5 Reasons to Invest in Digital Assets Now! The Rewards Beat the Risks
- Posted by jpci
- Categories Digital Assets
- Date October 20, 2015
- Comments 0 comment
Cryptocurrency is where all the ‘cool kids’ have been investing their money off-late. The easy access, low transaction fees, 0 interference from the government and of course the skyrocketing value have made this digital currency gain momentum and how!
The flip side to this is the lack of or little regulation, cyber theft, fraud, financial loss and volatility. However, here’s the good news, the rewards of investing in crypto far outdo the risks.
Let us tell you how!
Did you know? Crypto prices have shot up massively in the last 12 months. The price of bitcoin has risen by almost 400% than it was a year ago. Some coins have even seen a 7000% increase – sounds too crazy to be true? Well, it is.
Volatile market – Boon or bane?
Firstly, there is the risk of a fluctuating and volatile market. Prices are constantly scintillating back and forth. This, however, is where the opportunity lies. Because when cryptocurrency prices begin to rise, there is no turning back.
These bullish returns are rarely found in other investment plans. If you are vigilant about keeping an eye on the market and know when to pull out VS invest more, the long term gains far outweigh the risks. The profit you can earn in a short period of time is much more than in any other traditional form of investment.
Regulation and security
The lack of regulation of cryptocurrency may sound tricky but it is also why this investment is not taxed and is so enticing. Every transaction is not recorded by the bank, which gives you a lot of flexibility and freedom.
There is a lot of worry about crypto transactions being vulnerable to cyber theft, hackers and the like. A crypto transaction cannot be reversed. It is encrypted and hence protected from hackers and other threats.

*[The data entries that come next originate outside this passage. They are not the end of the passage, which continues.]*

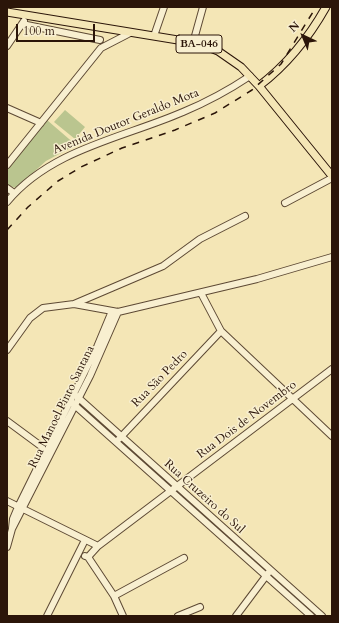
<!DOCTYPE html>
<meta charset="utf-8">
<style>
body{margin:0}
#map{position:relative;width:339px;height:623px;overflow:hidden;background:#f4e6b6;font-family:Cardo,serif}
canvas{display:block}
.frame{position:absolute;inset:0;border:8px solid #2b1509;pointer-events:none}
.north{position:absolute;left:283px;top:16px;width:40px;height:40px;-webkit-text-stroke:3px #f8efd0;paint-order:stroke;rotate:316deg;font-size:11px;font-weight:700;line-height:16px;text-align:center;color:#2b1509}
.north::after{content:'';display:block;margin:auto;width:14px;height:18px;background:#2b1509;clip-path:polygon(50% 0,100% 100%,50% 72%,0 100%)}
.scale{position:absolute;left:16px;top:24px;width:79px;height:18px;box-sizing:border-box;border:2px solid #2b1509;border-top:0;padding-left:5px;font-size:12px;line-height:14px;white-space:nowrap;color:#2b1509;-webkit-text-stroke:3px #f8efd0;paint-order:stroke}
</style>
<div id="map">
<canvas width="339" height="623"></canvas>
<div class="frame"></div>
<div class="north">N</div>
<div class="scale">100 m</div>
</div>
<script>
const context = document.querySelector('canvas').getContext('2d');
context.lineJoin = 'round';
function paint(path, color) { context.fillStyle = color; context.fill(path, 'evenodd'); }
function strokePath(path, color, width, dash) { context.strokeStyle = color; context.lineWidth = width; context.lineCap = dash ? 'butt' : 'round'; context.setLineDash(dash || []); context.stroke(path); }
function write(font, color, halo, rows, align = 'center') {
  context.font = font + ' Cardo,serif'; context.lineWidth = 3; context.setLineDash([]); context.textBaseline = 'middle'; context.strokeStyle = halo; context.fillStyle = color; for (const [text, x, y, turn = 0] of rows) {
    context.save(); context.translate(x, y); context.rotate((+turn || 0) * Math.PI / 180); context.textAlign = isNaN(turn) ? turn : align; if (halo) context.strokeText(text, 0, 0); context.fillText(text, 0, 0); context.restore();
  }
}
paint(new Path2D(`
 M65,110L85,127L75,139L54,122Z
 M47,120L76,145L46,161L16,188L7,185V169Z`), '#bac58f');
const minor = new Path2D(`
 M22,24L100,40
 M154,36L164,7
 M193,43L203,7
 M7,46L24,21
 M7,108L41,123
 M7,165L101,48L130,33
 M7,188L14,193
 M7,202C51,149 123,138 183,112C207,102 229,90 250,76
 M285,203L332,178
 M201,293L221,331L332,436
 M74,304L163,266L200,239L245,216
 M7,350L30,318L43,308L74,304L118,312L257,279L332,257
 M73,393L322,616
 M70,401L311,616
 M7,421L49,452
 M119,439L221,331
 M7,501L98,546
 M12,528L13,519L18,507L97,347L112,311
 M7,547L12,529L90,376L118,312
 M85,556L88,557L114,596L123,616
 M88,557L98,546L332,369
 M114,596L184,558
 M47,616L85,540
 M178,616L200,607
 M236,616L269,572`);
const major = new Path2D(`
 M7,12L184,41L203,45L218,51L241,67L259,86L332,176
 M259,86C288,64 308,39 326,7`);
strokePath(minor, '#5d4934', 8);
strokePath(major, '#2b1509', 9);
strokePath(minor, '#f8efd0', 6);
strokePath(major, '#f4e6b6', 7);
strokePath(new Path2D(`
 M7,230L28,207L58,181L81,167L122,148L175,130L215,113L252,90L281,64L316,7`), '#2b1509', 1.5, [7, 7]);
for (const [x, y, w] of [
 [199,44,46]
]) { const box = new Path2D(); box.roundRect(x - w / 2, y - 9, w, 18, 3); context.fillStyle = '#f8efd0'; context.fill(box); strokePath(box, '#2b1509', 1); }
write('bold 11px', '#2b1509', null, [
 ["BA-046",199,44]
]);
write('12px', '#2b1509', '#f8efd0', [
 ["Avenida Doutor Geraldo Mota",126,122,-22],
 ["Rua São Pedro",160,379,-46],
 ["Rua Manoel Pinto Santana",62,407,-64],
 ["Rua Dois de Novembro",247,420,-37],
 ["Rua Cruzeiro do Sul",204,497,42]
]);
</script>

Accessibility and ease of use/transfer
With mobile apps and web software, it is ultra-easy to buy a cryptocurrency and even transact. You can do this on the go and never lose out. Even internationally. This is often a challenge when it comes to dealing with more traditional methods of trading, especially in large sums.
Confidential transactions
Cash and card transactions are always recorded by the bank. This isn’t the case with crypto. Each transaction is unique and your privacy is protected. In each case, you can negotiate and agree to the terms. Further, the switch occurs via “push” and, as such, you will be able to give the recipient just what you want them to see – nothing more.
Unlike the traditional system that exposes your information at every point in the transaction chain, saving your financial history safeguards you from the threat of account or identity theft.
Low transaction fee
Banks usually have transaction fees that can increase to large amounts if you make a lot of transactions. When it comes to crypto, the transaction fee is very low or doesn’t exist at all. This is a saving right on your investment at the source!